BURKE: No. no. First of all, children should find men terrifying. Have you see men?

SAGAL: That's true.

BURKE: They're awful.

(LAUGHTER)

BURKE: Of course they should. Everyone should have a beard. Also, who wants to be attractive to children? That's weird.

(APPLAUSE)

POUNDSTONE: Yeah. You know, I'm so not a detective. Like, I wasn't even thinking, Adam, about the fact that you have a beard. And I said, like, oh I don't think that they seem mature or, like...

(LAUGHTER)

POUNDSTONE: And I don't.

BURKE: Yeah.

POUNDSTONE: But that wasn't directed at you.

SAGAL: No, no, no.

(LAUGHTER)

BURKE: That's all right.

POUNDSTONE: But you don't seem particularly mature.

BURKE: No.

(LAUGHTER)

SAGAL: Here, Joshua, is your last quote.

KURTIS: I got the horses in the back. Horse tack is attached.

SAGAL: Those were some of the lyrics to the song that has now broken the record for longest run ever at the top of the Billboard charts. What is that song?

JORDAN: Oh, it's that horrible song "Old Town Road."

SAGAL: Oh, you may think it's horrible, sir, but the nation disagrees.

(SOUNDBITE OF BELL)

SAGAL: The song by a Lil Nas X has been number one on the Billboard charts for 17 consecutive weeks. That breaks a record. At this rate, it will last longer than human civilization.

(LAUGHTER)

SAGAL: Lil Nas X keeps it in the charts - this is true - by constantly churning out new versions with different collaborators, including Billy Ray Cyrus and Lil Wayne. The song keeps getting updates. We're now at version 13.8, so it doesn't work with the old versions.

(LAUGHTER)

SAGAL: It's so frustrating. You know who will not ever be on a remix of "Old Town Road?" Mayor Pete Buttigieg, the presidential candidate. This is true. He and Lil Nas X were supposed to do an event together, and Mayor Pete said, well, hey, if we're going to be on stage together, can I do the song with you? And Lil Nas X said no.

(LAUGHTER)

SAGAL: It's true. He had already done a mix with the 12-year-old Mason Ramsey from Nashville, so he didn't want another with a yodeling child.

(LAUGHTER)

BURKE: Well, according to the campaign rules, he would have had to do a remix with all 19...

SAGAL: Oh, my god.

BURKE: ...Of the candidates.

(LAUGHTER)

SAGAL: I should say that even though Pete Buttigieg was turned down, there is, in fact, a growing trend of presidential candidates collaborating with pop stars. Bernie Sanders did an event with Cardi B this week. She - he's actually - he and she have been talking for a while. She has that lyric about bloody shoes, and you know he heard that and was, like, (imitating Bernie Sanders) I had that, too. She should meet my podiatrist.

(LAUGHTER)

RODRIGUEZ: She did a video on Instagram endorsing him.

SAGAL: Yeah.

RODRIGUEZ: And if it would have been on NBC, it would have been one solid beep.

SAGAL: Yeah, I know.

(LAUGHTER)

RODRIGUEZ: Like, (imitating beep). Because she was, like - I was, like, oh, my goodness. It was interesting. Elizabeth Warren also did something with her.

SAGAL: With Cardi B.

RODRIGUEZ: Yeah.

SAGAL: I wasn't aware of that.

RODRIGUEZ: Cardi B.

SAGAL: What did Elizabeth Warren do with Cardi B?

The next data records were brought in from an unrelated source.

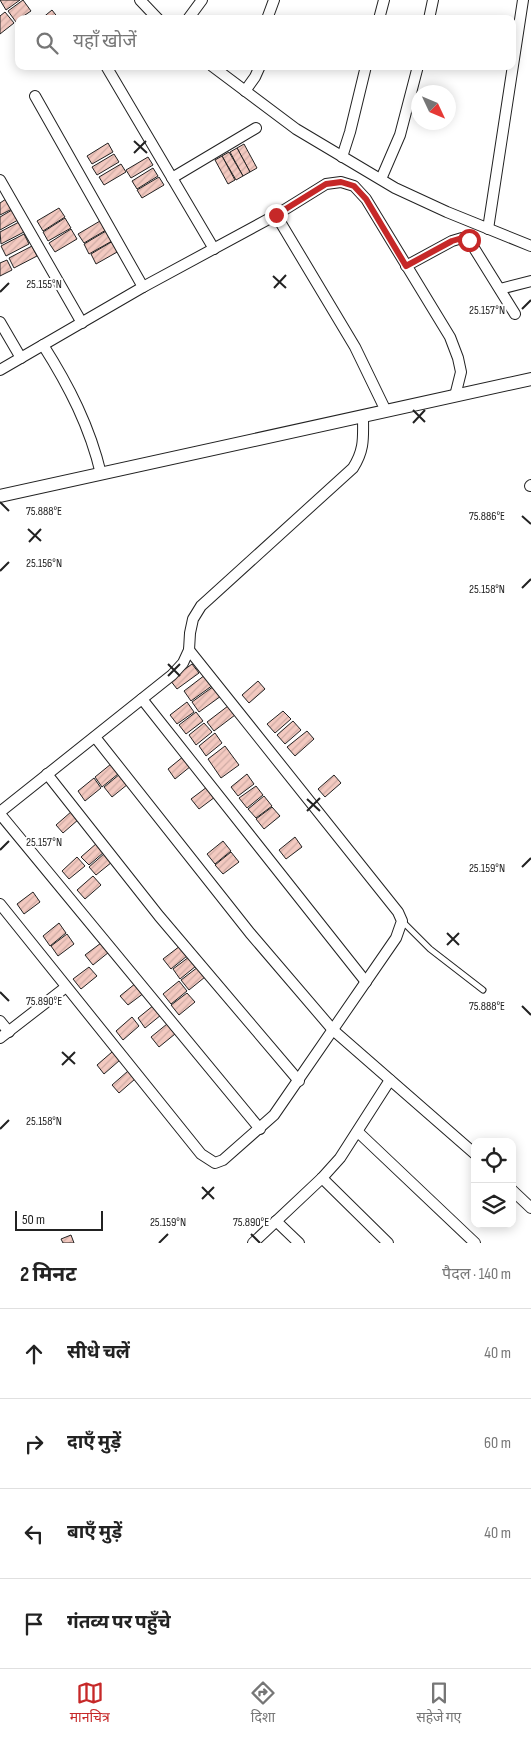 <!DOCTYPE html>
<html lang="hi">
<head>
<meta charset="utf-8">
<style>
	:root { --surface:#fff; --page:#f6f6f6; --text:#222; --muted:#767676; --line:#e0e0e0; --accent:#c62828 }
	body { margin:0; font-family:"Sofia Sans Condensed","Noto Sans Devanagari",sans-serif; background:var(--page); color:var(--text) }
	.controls { position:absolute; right:15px; bottom:15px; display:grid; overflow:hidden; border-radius:10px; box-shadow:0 2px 12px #0003 }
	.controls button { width:45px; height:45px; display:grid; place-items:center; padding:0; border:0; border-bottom:1px solid var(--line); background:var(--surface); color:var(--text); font:25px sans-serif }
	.compass { position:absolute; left:411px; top:85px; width:45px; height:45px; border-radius:50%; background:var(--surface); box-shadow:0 2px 12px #0003; rotate:134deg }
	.scale { position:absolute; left:15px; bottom:12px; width:88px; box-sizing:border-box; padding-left:5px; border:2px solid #222; border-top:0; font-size:14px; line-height:18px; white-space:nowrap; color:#222; -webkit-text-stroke:4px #fff; paint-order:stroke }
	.stop { position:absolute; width:15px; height:15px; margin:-11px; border:4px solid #c62828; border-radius:50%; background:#fff }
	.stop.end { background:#c62828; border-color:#fff; box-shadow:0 1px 5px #0008 }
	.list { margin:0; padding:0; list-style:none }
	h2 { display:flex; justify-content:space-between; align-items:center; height:65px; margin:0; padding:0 20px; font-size:21px }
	h2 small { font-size:16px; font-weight:400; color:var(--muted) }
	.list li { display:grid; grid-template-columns:32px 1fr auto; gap:15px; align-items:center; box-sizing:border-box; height:90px; padding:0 20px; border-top:1px solid var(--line) }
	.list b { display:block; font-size:19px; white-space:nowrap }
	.list em { font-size:16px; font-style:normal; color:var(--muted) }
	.icon { flex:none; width:28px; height:28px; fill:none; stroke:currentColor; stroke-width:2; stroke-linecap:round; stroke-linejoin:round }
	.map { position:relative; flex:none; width:531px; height:1243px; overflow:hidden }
	.search { position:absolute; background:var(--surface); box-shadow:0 2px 12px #0003; left:15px; right:15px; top:15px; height:55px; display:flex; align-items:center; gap:12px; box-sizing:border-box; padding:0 18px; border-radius:10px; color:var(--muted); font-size:19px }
	.sheet { height:425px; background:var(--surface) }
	nav { display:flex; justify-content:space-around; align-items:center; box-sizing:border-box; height:70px; border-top:1px solid var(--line); background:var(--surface); font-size:14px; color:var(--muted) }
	nav a { display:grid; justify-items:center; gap:2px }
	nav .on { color:var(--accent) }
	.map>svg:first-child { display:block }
	.building { fill:url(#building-hatch); stroke:#222 }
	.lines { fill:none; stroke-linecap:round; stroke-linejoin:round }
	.service-casing { stroke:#222; stroke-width:7 }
	.minor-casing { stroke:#222; stroke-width:12 }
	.tertiary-casing { stroke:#222; stroke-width:14 }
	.service { stroke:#fff; stroke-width:5 }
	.minor { stroke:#fff; stroke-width:10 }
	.tertiary { stroke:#fff; stroke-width:12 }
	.route { stroke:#c62828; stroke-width:6 }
	.ticks { fill:none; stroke:#222; stroke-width:2 }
	.ticks-label { font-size:12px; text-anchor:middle; fill:#222; stroke:#fff; stroke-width:4; stroke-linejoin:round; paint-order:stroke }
</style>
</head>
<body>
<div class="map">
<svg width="531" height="1243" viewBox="0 0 531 1243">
	<defs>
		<pattern id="building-hatch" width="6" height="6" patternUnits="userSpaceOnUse" patternTransform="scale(1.25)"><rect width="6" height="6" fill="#f3c9c0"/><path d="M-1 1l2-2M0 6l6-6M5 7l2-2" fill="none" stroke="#d0aca5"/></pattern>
	</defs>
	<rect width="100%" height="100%" fill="#fff"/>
	<g class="building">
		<polygon points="0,0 20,0 6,10"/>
		<polygon points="23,0 31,11 19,19 16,22 8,11"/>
		<polygon points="52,10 59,19 41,19"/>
		<polygon points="5,12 14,23 0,34 0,16"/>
		<polygon points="108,143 113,152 92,164 87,156"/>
		<polygon points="244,144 257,168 250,172 237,148"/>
		<polygon points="237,148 250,172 243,176 230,152"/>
		<polygon points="229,152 243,176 236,180 222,156"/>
		<polygon points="114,154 119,162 97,175 92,167"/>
		<polygon points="222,156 235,180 228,184 215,160"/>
		<polygon points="148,157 153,165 131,178 126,170"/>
		<polygon points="121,164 126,172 104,185 99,177"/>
		<polygon points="153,168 158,176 137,189 132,181"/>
		<polygon points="159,177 164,185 142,198 137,190"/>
		<polygon points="6,199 12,209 0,215 0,203"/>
		<polygon points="59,208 65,217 43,231 37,221"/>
		<polygon points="12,210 18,220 0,230 0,217"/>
		<polygon points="65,218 71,228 48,241 43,232"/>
		<polygon points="100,221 106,230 84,243 78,234"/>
		<polygon points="19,222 24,232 1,244 0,232"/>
		<polygon points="71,229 77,239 55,252 49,243"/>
		<polygon points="106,231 112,241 89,254 84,244"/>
		<polygon points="24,234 29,244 6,256 1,246"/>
		<polygon points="113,241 119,251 96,264 91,254"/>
		<polygon points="32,246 37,256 14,268 9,258"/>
		<polygon points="7,260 12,270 0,276 0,263"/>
		<polygon points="192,664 199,673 177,689 170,680"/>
		<polygon points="205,675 213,685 191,701 184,691"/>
		<polygon points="258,681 265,689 249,703 242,695"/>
		<polygon points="214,686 221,696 199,712 192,702"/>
		<polygon points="187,702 194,712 177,724 170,715"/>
		<polygon points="228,706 235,715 214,731 207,722"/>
		<polygon points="283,711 291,719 275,733 267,724"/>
		<polygon points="196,712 203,721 186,734 179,725"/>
		<polygon points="293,721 301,730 285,744 277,735"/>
		<polygon points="204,723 212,732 196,745 189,735"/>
		<polygon points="307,731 314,739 295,756 287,747"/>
		<polygon points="215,733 222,743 206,756 199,746"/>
		<polygon points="225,746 239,765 221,778 208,759"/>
		<polygon points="184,756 191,766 175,779 168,769"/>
		<polygon points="111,764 118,774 102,787 95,777"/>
		<polygon points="120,774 128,784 112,797 104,787"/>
		<polygon points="247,774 254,784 238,796 231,787"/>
		<polygon points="334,775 341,783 325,797 318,789"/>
		<polygon points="94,778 101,788 85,801 78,791"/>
		<polygon points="256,786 263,795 247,808 239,798"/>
		<polygon points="207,787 215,797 199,809 191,799"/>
		<polygon points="264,796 272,806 256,818 248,809"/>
		<polygon points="272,807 280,816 264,829 256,819"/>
		<polygon points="72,811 79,819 63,833 56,825"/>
		<polygon points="295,837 302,847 286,859 279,850"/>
		<polygon points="223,841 231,851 215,864 207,854"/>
		<polygon points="97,843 104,852 89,865 81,857"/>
		<polygon points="231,852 239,862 223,874 215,865"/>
		<polygon points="105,853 112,862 96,875 89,867"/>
		<polygon points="77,857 85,866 69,879 62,871"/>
		<polygon points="93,876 101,885 85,899 77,890"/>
		<polygon points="33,892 40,902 24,914 17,904"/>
		<polygon points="59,923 66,933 50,946 43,936"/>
		<polygon points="67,934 74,944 58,956 51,946"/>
		<polygon points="101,943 109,952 93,965 85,955"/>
		<polygon points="180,946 187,956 171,969 163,959"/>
		<polygon points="189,957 196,966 180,979 173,969"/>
		<polygon points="89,967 97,976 81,989 73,979"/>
		<polygon points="198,967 205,977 189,990 181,980"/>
		<polygon points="179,981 187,991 171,1004 163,994"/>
		<polygon points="136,983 144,993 128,1005 120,996"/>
		<polygon points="187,993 195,1002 179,1015 171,1005"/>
		<polygon points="154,1005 161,1015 145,1028 138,1018"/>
		<polygon points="132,1017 139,1026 123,1040 116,1031"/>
		<polygon points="167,1024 175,1034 159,1047 151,1037"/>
		<polygon points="112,1052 120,1060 104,1074 97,1065"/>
		<polygon points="128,1071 135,1079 119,1093 112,1085"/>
		<polygon points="71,1235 74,1243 63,1243 61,1239"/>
	</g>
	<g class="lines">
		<g class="service-casing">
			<polyline id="service" points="402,921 430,949 483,990"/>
		</g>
		<g class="minor-casing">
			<g id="minor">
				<polyline points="140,0 158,19"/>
				<polyline points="188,19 202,0"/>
				<polyline points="267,19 274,0"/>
				<polyline points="379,19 384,0"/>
				<polyline points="429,19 433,0"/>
				<polyline points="106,66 214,249"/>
				<polyline points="212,66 296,129 395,188 447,212 531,246"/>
				<polyline points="245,91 255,77 260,66"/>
				<polyline points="35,96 143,287"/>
				<polyline points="342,157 350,132 366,66"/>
				<polyline points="172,178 256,128"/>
				<polyline points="381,179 400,135 418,66"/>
				<polyline points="0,180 82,323"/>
				<polyline points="276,215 355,347 386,411"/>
				<polyline points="488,229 523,0"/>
				<polyline points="406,266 452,241 462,238 469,240 515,314"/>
				<polyline points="500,289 531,281"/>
				<polyline points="0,322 21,358"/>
				<path d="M 43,345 C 69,386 90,427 101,474"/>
				<polyline points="0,370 143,287 276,215 326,184 341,182 354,186 366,199 450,337 458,358 461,372 455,396"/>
				<polyline points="530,486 531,485"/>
				<polyline points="142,699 366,982"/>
				<polyline points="95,737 250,933 333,1030 475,1154"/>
				<polyline points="47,774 159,916 299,1081"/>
				<path d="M 0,812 L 172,675 L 183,663 L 189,650 L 190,633 L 193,619 L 201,606 L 353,468 C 365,449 363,437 363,416"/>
				<polyline points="0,814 260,1129"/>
				<polyline points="0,904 201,1154 215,1163 223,1160 274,1115 396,938 402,921 398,912 189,650"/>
				<polyline points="0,1021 9,1032"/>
				<polyline points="0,1038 66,987"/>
				<polyline points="358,1132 475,1243"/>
				<polyline points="322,1178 388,1243"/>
				<polyline points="512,1190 531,1208"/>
				<polyline points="276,1221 299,1243"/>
				<polyline points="253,1243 322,1178 340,1158 390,1080"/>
			</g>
		</g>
		<g class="tertiary-casing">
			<polyline id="tertiary" points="0,496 531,379"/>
		</g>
		<use href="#service" class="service"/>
		<use href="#minor" class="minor"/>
		<use href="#tertiary" class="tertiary"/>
	</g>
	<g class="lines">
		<polyline class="route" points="276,215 326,184 341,182 354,186 366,199 406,266 452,241 462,238 469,240"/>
	</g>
	<path class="ticks" d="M 134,141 L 147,153M 134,153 L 146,141M 273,276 L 286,288M 274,288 L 286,275M 0,292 L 9,283M 522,309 L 531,300M 413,410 L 425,422M 413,423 L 425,410M 0,502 L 9,511M 522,516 L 531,524M 28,529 L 41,541M 29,542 L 41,529M 0,571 L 9,562M 522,588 L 531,579M 168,664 L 180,676M 168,676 L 180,664M 307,799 L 320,811M 307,811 L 320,798M 0,850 L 9,841M 522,867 L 531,858M 447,933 L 459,945M 447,945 L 459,933M 0,992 L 9,1001M 522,1006 L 531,1015M 62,1052 L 75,1064M 62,1065 L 75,1052M 0,1129 L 9,1120M 202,1187 L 214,1199M 202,1199 L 214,1187M 251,1234 L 260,1243M 159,1243 L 168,1234"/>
	<g class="ticks-label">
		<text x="44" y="288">25.155°N</text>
		<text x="487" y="314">25.157°N</text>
		<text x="44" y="515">75.888°E</text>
		<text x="487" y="520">75.886°E</text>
		<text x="44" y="567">25.156°N</text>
		<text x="487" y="593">25.158°N</text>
		<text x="44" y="846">25.157°N</text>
		<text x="487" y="872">25.159°N</text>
		<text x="44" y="1005">75.890°E</text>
		<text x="487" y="1010">75.888°E</text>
		<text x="44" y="1125">25.158°N</text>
		<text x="168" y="1226">25.159°N</text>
		<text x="251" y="1226">75.890°E</text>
	</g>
</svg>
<div class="controls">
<button><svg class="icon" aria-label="locate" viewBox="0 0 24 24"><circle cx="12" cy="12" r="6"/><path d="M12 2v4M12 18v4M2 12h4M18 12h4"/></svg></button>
<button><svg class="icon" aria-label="layers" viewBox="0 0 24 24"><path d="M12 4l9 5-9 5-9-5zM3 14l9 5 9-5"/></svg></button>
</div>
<svg class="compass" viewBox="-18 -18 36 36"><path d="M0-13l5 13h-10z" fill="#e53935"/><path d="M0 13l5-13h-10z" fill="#767676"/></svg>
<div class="scale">50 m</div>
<div class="stop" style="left:469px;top:240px"></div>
<div class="stop end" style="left:276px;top:215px"></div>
<div class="search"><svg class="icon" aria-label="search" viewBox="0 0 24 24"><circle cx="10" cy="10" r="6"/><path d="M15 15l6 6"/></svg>यहाँ खोजें</div>
</div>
<section class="sheet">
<h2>2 मिनट<small>पैदल · 140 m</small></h2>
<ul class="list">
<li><svg class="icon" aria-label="ahead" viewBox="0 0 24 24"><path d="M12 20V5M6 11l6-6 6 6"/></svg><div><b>सीधे चलें</b></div><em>40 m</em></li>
<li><svg class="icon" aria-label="right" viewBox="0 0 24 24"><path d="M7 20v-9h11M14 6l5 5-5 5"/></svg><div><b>दाएँ मुड़ें</b></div><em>60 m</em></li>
<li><svg class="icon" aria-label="left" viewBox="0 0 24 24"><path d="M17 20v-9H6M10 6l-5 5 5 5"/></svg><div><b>बाएँ मुड़ें</b></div><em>40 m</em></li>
<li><svg class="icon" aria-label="arrive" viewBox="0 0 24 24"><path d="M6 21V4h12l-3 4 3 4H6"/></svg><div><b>गंतव्य पर पहुँचे</b></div></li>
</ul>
</section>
<nav>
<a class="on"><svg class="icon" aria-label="map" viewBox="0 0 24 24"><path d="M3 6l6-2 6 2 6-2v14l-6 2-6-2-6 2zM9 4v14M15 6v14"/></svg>मानचित्र</a>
<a><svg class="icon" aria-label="directions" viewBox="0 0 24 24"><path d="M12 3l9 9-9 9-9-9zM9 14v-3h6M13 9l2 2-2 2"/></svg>दिशा</a>
<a><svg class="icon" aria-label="saved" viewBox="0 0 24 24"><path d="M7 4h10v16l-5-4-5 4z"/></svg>सहेजे गए</a>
</nav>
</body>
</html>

RODRIGUEZ: I don't know. She also spoke about it. What she said was that she's going to use her platform to talk about politics and other things that people don't want her to talk about. And she was, like, if I end up dead, y'all know who did it.

SAGAL: Oh, wow.

(LAUGHTER)

RODRIGUEZ: We're, like, no, we don't.

SAGAL: No.

(LAUGHTER)

SAGAL: Bill, how did Joshua do on our quiz?

KURTIS: You know, Joshua did OK, and 3 and 0 is OK.

SAGAL: Congratulations.

(APPLAUSE)

JORDAN: Thank you. Bye.

(SOUNDBITE OF MUSIC)

KURTIS: I got the horses in the back. Horse tack is attached.